** Opening Supplied material block **

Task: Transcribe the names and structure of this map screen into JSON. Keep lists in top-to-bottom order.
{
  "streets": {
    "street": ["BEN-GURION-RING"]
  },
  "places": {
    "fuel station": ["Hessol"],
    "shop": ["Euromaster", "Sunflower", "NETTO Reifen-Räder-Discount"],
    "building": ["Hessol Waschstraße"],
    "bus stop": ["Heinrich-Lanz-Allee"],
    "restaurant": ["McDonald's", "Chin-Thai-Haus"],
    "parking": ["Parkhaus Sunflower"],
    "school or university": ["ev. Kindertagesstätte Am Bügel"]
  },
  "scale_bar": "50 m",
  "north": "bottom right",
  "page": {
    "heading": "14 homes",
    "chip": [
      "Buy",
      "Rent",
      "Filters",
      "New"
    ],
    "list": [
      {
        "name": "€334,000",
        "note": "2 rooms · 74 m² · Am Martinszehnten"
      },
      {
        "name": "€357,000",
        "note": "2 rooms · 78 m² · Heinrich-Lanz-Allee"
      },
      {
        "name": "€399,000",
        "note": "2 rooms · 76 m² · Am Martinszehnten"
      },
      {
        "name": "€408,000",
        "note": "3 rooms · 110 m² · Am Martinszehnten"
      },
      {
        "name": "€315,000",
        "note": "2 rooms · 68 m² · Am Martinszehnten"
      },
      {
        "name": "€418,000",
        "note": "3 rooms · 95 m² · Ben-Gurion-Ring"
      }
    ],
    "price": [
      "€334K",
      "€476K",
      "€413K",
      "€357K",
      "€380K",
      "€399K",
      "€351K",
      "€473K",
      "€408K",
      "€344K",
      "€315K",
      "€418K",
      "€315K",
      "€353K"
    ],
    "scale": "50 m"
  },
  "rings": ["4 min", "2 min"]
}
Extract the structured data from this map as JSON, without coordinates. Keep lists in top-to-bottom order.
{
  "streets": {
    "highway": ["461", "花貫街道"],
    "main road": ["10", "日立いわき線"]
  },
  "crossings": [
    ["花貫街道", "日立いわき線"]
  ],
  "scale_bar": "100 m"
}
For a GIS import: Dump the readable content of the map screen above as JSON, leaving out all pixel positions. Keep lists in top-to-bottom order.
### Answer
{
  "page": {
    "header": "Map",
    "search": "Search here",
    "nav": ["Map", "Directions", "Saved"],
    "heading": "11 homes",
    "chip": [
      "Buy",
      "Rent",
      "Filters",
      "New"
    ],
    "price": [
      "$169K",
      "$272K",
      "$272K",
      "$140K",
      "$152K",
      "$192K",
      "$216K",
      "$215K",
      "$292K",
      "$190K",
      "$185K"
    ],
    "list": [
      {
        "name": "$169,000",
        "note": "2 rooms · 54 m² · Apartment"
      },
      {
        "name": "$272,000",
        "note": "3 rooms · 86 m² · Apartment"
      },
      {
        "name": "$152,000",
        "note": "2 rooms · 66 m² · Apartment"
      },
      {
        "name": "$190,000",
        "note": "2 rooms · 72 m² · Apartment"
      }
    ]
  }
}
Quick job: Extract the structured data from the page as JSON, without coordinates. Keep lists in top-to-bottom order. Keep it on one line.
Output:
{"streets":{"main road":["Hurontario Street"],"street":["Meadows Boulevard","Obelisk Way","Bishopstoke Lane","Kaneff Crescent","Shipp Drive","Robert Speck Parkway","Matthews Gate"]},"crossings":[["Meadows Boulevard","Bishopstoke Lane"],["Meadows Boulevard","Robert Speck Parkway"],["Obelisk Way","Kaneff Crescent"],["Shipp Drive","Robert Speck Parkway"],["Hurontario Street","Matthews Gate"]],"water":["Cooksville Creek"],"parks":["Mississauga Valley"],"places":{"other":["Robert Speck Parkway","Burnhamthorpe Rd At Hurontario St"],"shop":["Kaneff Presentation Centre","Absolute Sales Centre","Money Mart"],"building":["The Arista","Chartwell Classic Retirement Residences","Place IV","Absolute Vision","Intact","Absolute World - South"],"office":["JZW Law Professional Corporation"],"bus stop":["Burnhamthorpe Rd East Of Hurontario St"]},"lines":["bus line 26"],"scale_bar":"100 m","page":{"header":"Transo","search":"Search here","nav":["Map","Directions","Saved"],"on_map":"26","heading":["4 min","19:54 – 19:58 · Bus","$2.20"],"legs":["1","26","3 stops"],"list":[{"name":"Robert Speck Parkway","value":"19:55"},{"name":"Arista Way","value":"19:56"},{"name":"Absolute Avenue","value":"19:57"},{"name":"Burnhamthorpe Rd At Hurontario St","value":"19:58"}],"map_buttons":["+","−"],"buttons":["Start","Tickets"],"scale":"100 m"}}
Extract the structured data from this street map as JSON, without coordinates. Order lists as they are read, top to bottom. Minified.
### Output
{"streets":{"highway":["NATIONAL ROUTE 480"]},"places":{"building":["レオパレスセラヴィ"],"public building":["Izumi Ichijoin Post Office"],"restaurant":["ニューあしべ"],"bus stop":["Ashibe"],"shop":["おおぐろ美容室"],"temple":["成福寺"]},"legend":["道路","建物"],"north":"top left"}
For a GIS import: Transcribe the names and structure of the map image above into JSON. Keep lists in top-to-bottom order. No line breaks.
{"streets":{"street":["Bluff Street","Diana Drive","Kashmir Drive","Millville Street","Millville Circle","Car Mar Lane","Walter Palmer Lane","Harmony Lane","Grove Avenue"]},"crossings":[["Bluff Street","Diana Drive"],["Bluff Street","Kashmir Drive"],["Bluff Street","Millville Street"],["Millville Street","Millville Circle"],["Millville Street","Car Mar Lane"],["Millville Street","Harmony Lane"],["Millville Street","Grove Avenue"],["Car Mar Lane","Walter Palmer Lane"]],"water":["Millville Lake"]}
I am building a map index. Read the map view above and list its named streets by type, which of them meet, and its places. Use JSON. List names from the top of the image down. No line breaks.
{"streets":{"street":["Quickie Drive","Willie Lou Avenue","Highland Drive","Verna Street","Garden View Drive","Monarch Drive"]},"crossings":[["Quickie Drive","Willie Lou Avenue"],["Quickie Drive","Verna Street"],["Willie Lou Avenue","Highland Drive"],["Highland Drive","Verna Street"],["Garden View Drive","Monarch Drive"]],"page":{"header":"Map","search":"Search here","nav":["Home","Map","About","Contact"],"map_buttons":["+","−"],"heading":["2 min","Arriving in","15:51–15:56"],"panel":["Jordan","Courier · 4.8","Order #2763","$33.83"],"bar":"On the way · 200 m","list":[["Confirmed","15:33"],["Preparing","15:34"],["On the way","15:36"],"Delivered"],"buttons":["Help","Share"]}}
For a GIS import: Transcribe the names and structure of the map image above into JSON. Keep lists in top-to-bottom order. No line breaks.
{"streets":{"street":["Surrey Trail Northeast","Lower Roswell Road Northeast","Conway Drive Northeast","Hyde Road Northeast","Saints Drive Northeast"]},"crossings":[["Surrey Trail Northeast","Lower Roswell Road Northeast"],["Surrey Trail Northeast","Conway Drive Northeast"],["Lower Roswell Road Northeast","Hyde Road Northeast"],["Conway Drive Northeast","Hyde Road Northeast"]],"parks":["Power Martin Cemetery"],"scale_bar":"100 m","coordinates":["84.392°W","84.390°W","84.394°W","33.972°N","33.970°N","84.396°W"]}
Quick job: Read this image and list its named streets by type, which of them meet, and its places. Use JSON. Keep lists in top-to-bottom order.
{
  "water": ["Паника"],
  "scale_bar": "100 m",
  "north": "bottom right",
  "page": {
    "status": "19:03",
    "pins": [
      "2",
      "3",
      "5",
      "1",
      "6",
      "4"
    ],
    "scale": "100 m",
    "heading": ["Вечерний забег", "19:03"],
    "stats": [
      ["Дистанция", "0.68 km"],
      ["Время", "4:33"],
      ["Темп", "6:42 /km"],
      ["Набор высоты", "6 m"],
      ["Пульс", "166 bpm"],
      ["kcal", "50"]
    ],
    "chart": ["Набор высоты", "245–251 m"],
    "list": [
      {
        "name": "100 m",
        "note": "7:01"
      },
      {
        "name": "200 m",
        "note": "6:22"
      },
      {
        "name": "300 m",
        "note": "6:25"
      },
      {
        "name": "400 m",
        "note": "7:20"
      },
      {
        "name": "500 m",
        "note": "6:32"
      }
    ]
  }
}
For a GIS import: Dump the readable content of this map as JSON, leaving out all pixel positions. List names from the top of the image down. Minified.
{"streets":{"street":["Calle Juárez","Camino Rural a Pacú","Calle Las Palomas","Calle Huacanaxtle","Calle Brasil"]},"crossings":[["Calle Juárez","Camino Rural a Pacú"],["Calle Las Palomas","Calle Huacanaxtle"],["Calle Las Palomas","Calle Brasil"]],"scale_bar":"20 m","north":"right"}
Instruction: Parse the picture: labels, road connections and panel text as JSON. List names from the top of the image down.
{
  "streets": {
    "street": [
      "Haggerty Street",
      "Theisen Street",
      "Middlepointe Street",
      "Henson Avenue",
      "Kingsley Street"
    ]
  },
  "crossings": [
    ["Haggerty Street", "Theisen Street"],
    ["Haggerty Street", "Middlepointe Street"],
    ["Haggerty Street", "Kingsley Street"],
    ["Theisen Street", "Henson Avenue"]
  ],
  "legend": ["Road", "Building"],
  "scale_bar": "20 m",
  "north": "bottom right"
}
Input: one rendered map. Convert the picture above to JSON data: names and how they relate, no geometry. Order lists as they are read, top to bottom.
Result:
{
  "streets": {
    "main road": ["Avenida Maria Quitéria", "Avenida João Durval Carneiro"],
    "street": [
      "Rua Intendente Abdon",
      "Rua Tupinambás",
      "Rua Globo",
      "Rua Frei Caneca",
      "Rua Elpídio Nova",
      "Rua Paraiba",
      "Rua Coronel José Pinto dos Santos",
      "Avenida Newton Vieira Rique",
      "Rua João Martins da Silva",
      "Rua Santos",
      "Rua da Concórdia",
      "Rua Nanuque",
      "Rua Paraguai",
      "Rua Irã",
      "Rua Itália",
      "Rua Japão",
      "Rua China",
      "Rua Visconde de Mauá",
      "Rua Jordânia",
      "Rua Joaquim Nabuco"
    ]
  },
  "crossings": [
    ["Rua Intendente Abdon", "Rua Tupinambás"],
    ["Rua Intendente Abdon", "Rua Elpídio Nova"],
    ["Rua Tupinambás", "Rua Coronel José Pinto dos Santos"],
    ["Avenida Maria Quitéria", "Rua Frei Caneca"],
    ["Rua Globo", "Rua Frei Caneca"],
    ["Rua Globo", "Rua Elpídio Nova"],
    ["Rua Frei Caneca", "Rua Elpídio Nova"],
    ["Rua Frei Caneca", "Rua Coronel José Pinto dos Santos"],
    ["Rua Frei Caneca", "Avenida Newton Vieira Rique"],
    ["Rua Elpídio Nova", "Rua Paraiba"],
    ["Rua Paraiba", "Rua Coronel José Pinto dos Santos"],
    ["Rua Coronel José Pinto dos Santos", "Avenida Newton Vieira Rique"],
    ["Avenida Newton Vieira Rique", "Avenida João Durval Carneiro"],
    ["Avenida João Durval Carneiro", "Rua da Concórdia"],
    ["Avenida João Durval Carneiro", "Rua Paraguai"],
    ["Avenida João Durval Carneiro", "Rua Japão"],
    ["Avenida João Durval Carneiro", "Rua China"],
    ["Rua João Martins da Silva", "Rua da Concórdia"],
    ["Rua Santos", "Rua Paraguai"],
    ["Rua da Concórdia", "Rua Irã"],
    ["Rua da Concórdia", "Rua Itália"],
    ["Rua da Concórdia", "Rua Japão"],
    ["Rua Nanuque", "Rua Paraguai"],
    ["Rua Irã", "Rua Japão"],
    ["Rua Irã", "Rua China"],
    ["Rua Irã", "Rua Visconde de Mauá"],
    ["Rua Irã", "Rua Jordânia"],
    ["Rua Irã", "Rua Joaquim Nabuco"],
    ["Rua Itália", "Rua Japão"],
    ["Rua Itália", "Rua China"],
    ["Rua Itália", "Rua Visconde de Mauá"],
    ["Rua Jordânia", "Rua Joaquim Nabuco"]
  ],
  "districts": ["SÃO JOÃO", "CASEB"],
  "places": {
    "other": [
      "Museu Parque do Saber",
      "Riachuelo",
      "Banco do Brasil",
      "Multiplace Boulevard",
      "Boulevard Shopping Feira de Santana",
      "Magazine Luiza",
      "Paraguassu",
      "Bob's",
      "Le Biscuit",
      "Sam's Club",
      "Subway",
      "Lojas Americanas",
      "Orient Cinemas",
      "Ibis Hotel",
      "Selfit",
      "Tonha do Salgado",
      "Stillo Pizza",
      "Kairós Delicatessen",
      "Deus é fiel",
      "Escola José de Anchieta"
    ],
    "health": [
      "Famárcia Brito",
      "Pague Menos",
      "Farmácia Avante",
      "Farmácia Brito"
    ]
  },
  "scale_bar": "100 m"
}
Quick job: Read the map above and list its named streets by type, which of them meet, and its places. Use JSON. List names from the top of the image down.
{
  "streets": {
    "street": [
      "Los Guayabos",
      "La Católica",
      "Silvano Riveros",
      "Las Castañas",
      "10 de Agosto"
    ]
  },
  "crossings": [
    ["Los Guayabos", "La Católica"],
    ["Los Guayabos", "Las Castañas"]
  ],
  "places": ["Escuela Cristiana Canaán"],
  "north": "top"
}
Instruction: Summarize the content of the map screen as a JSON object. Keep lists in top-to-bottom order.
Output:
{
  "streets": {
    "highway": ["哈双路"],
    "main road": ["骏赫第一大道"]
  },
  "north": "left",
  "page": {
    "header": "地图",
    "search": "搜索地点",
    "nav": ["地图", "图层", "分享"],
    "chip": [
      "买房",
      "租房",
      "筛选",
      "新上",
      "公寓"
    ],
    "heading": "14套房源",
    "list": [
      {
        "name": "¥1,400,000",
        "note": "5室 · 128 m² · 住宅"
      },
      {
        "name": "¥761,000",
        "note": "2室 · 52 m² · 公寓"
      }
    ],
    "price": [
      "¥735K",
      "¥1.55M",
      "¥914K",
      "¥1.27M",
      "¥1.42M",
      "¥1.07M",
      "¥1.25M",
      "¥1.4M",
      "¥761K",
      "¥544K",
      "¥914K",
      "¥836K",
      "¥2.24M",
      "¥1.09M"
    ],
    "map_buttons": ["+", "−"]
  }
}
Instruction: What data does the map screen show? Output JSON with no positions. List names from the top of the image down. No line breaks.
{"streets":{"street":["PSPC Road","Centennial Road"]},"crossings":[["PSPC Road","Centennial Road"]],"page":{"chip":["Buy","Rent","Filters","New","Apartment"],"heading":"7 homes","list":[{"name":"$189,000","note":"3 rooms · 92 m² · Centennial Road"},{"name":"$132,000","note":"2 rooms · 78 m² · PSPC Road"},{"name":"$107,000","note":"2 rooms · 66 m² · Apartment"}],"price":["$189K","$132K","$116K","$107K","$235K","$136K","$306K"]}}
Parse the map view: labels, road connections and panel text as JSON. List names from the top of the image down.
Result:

** Closing Supplied material block **

- **What needs to be done**
Return each line of the listing that holds the string "they".

- **Exercise answer**
Extract the structured data from this street map as JSON, without coordinates. Order lists as they are read, top to bottom. Minified.
Input: one rendered map. Convert the picture above to JSON data: names and how they relate, no geometry. Order lists as they are read, top to bottom.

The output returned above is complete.